* **WORK TO BE COMPLETED**: Please copy, word for word, the line that contains "Localize all labels, symbols" and every line after it through the end of the records, and nothing more.

***** PROVIDED INFORMATION

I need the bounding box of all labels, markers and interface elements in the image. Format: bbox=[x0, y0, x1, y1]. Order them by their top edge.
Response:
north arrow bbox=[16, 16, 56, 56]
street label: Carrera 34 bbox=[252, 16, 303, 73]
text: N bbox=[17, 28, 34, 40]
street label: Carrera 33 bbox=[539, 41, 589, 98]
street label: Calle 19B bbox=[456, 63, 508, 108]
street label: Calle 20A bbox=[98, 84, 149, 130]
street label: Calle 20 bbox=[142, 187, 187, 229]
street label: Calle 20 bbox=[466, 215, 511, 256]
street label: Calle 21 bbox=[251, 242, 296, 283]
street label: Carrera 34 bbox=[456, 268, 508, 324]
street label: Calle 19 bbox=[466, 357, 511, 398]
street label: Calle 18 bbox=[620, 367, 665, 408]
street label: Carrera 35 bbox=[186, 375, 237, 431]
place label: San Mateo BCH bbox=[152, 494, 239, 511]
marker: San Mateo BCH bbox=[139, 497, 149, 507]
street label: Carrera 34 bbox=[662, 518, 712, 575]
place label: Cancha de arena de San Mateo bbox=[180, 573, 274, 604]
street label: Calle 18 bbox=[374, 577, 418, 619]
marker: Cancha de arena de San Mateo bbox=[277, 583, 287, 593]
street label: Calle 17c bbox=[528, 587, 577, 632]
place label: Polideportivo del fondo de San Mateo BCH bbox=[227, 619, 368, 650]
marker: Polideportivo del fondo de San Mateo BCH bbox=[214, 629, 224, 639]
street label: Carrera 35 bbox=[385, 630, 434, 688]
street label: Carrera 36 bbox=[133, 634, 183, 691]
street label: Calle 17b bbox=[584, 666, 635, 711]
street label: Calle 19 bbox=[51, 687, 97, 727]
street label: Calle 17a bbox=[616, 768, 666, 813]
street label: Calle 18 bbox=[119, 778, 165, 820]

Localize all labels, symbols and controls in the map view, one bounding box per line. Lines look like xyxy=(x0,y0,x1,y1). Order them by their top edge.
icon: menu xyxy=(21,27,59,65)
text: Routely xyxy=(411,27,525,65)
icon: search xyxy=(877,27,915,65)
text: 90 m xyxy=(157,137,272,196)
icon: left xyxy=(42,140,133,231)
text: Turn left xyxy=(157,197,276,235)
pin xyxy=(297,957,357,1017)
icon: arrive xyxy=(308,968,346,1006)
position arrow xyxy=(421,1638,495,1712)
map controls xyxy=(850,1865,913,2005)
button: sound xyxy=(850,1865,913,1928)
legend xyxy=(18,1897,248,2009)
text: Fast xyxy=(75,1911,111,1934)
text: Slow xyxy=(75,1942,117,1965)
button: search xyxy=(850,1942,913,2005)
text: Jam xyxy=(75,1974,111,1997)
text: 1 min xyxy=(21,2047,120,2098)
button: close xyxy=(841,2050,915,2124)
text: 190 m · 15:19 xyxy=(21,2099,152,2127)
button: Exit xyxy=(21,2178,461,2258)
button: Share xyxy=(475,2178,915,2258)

**********

* **OUTPUT OF THE TASK**:
Localize all labels, symbols and controls in the map view, one bounding box per line. Lines look like xyxy=(x0,y0,x1,y1). Order them by their top edge.
icon: menu xyxy=(21,27,59,65)
text: Routely xyxy=(411,27,525,65)
icon: search xyxy=(877,27,915,65)
text: 90 m xyxy=(157,137,272,196)
icon: left xyxy=(42,140,133,231)
text: Turn left xyxy=(157,197,276,235)
pin xyxy=(297,957,357,1017)
icon: arrive xyxy=(308,968,346,1006)
position arrow xyxy=(421,1638,495,1712)
map controls xyxy=(850,1865,913,2005)
button: sound xyxy=(850,1865,913,1928)
legend xyxy=(18,1897,248,2009)
text: Fast xyxy=(75,1911,111,1934)
text: Slow xyxy=(75,1942,117,1965)
button: search xyxy=(850,1942,913,2005)
text: Jam xyxy=(75,1974,111,1997)
text: 1 min xyxy=(21,2047,120,2098)
button: close xyxy=(841,2050,915,2124)
text: 190 m · 15:19 xyxy=(21,2099,152,2127)
button: Exit xyxy=(21,2178,461,2258)
button: Share xyxy=(475,2178,915,2258)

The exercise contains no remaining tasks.